Pakistan: 10-14 days before the breaking point
Pakistan imports 70-80% of its oil and 99% of its LNG from Qatar and the UAE. Its strategic reserves cover 10-14 days — compared to 65-70 days for India. Ogra (the petroleum regulator) ordered LPG rationing in the third week of March (see our analysis).
The impact extends well beyond fuel. The textile industry — Pakistan's top export sector, accounting for 60% of foreign currency earnings — depends on gas to power its factories. Gas cuts mean shuttered plants, canceled orders, and workers laid off. In 2023, a similar energy crisis cost $2 billion in lost textile exports.
Philippines: state of calamity
Agusan del Sur province has declared a state of calamity — a legal designation that unlocks emergency funds. 95% of Philippine crude oil comes from the Persian Gulf. Reserves cover 50-60 days, but distribution is uneven: Manila is supplied, rural provinces are not.

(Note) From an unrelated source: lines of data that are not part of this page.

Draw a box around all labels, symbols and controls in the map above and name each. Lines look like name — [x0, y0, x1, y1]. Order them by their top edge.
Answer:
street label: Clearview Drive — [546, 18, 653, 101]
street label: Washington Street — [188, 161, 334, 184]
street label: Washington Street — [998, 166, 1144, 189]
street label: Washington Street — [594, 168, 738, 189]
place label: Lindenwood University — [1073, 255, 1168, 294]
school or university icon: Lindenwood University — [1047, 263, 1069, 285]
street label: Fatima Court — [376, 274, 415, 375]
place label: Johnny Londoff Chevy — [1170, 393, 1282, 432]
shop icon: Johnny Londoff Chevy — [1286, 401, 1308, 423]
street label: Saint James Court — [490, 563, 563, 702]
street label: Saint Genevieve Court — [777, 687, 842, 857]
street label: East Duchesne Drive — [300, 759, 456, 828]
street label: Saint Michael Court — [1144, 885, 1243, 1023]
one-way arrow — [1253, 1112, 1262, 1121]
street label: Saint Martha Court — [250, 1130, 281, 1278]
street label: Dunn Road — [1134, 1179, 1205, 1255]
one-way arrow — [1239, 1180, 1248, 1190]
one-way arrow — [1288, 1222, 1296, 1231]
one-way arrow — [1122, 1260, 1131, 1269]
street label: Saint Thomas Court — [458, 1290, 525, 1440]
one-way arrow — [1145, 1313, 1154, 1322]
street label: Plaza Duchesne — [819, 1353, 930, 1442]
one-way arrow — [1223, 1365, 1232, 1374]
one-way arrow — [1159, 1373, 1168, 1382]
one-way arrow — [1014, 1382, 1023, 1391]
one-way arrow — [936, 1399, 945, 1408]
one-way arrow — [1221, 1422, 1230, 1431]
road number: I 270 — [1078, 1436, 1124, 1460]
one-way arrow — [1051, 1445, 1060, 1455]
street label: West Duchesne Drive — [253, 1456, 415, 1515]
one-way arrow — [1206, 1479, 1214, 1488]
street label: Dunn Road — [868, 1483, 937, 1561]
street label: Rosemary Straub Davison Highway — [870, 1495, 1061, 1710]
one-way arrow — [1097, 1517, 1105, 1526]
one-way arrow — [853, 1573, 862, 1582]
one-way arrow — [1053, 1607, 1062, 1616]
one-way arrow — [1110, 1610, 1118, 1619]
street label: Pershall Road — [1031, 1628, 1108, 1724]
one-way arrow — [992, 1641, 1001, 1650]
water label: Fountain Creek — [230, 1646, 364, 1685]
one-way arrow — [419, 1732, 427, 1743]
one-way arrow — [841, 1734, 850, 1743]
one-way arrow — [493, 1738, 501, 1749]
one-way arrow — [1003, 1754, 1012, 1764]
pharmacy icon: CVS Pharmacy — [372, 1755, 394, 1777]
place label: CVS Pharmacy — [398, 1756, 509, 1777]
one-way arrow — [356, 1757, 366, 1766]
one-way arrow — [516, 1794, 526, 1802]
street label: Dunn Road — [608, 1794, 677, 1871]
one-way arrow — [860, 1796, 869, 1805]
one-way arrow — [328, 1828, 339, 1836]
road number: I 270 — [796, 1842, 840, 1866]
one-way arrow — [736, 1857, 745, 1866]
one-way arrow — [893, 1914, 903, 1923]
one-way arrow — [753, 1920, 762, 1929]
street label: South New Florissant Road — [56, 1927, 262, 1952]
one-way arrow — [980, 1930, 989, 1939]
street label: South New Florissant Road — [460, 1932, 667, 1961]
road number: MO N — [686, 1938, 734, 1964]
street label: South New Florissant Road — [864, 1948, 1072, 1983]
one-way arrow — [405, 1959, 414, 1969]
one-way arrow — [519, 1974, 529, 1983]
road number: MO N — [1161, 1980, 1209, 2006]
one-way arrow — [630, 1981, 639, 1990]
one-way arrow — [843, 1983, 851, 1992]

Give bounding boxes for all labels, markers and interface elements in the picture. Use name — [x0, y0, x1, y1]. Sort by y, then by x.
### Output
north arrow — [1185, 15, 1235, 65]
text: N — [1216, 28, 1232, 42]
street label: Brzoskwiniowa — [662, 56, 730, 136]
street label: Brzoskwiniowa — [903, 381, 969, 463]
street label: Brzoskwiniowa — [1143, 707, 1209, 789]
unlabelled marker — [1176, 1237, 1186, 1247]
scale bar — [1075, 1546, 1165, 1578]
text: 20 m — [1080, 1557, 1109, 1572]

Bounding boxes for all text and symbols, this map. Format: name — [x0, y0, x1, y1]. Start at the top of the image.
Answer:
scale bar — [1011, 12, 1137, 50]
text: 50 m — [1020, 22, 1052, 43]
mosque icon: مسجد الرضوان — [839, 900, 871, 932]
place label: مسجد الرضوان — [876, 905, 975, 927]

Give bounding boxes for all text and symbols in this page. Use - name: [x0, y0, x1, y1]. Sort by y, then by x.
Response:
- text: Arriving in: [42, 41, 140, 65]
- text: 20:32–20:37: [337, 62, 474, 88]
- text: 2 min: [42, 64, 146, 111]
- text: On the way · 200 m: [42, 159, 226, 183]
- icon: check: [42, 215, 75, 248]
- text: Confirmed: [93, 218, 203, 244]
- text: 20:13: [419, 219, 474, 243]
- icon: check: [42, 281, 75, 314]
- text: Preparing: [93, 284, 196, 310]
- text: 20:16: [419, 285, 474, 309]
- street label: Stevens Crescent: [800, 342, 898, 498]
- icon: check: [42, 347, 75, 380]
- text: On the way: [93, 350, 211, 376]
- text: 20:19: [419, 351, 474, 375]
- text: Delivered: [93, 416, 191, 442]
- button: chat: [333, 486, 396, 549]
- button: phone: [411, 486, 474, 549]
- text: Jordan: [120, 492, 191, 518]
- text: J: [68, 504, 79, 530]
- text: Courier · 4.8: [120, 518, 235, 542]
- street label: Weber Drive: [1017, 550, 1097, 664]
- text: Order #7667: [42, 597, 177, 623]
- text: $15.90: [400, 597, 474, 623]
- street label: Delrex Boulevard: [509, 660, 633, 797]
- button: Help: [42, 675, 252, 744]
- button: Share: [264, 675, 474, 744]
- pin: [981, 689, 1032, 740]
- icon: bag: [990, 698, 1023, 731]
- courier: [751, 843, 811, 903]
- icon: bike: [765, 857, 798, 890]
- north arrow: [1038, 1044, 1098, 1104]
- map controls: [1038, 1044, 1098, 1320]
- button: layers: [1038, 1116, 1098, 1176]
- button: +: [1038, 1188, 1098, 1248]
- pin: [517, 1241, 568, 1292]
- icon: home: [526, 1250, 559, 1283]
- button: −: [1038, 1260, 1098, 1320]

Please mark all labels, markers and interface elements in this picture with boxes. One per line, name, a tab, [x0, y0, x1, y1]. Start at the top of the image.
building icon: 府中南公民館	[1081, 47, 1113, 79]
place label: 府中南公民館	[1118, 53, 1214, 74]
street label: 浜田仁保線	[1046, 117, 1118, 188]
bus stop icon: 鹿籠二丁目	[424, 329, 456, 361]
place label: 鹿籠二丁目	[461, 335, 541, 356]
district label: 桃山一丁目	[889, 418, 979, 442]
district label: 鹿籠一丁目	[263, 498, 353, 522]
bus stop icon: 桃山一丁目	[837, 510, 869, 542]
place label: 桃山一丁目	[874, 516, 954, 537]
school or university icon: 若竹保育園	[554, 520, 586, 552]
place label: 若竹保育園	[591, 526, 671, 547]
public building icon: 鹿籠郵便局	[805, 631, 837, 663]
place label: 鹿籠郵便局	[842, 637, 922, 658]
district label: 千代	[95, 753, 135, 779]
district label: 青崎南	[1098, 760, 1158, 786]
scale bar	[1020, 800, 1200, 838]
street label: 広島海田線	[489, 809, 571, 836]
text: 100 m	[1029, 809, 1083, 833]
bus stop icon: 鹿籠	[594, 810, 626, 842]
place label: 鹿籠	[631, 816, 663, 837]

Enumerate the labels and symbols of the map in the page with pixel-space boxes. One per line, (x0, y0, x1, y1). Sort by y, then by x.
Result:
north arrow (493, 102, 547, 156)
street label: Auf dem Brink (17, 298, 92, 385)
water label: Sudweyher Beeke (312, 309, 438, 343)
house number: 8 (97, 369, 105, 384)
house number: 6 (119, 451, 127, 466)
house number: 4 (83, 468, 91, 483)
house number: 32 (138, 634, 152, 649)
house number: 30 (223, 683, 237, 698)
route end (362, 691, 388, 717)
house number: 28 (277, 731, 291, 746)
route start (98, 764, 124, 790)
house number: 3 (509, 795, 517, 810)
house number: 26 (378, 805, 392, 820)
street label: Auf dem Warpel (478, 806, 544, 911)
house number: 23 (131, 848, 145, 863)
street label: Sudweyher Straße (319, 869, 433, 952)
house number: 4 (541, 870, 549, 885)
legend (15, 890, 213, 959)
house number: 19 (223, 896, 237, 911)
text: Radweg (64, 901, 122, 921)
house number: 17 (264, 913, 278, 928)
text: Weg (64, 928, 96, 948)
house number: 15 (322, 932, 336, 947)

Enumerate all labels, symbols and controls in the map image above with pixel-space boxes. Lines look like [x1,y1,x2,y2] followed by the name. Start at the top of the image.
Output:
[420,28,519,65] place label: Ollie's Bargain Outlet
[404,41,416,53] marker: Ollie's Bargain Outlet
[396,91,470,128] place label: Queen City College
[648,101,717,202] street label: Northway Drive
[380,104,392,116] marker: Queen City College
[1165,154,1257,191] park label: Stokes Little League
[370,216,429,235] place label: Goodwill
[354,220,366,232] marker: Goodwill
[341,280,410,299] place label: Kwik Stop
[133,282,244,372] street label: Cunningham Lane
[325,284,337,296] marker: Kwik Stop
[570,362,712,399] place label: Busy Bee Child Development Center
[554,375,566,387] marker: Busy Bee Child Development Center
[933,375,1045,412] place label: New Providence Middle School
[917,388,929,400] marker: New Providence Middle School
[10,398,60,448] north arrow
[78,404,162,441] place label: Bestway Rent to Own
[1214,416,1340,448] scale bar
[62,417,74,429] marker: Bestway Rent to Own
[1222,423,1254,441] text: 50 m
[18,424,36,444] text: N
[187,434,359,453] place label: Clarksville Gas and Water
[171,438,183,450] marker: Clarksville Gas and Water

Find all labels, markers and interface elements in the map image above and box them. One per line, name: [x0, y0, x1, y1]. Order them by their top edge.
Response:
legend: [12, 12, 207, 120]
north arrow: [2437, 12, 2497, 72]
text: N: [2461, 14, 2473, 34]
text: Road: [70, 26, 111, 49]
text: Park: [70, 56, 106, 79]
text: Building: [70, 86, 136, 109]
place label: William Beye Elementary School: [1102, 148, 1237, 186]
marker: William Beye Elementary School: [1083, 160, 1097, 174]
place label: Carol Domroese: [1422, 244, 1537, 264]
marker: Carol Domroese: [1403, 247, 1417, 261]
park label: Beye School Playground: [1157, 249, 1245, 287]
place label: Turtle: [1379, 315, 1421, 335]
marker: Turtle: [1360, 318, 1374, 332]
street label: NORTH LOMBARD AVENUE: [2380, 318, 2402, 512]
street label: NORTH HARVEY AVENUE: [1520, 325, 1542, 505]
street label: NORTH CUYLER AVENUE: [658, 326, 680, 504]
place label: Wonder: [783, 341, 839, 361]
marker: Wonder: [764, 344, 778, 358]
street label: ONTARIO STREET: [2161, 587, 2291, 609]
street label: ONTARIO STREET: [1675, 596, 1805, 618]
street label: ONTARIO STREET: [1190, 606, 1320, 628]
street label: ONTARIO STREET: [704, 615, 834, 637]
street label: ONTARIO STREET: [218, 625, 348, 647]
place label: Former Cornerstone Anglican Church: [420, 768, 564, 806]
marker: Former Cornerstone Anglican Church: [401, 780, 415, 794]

Rappler documents the impact on tricycles and jeepneys — the informal public transport that moves 60% of Filipinos. Roel Gaano, a tricycle driver in San Francisco (Agusan del Sur), used to earn 500 pesos a day. Since March, he no longer goes out. His story is that of millions of informal workers whose income depends directly on fuel prices.
Indonesia: mandatory remote work
Jakarta mandates remote work on Fridays for civil servants and encourages the private sector to follow suit. The goal: reduce transport fuel consumption by 15-20%. Indonesia imports 37% of its gas and 30% of its LPG from the Gulf. Reserves: 23 days.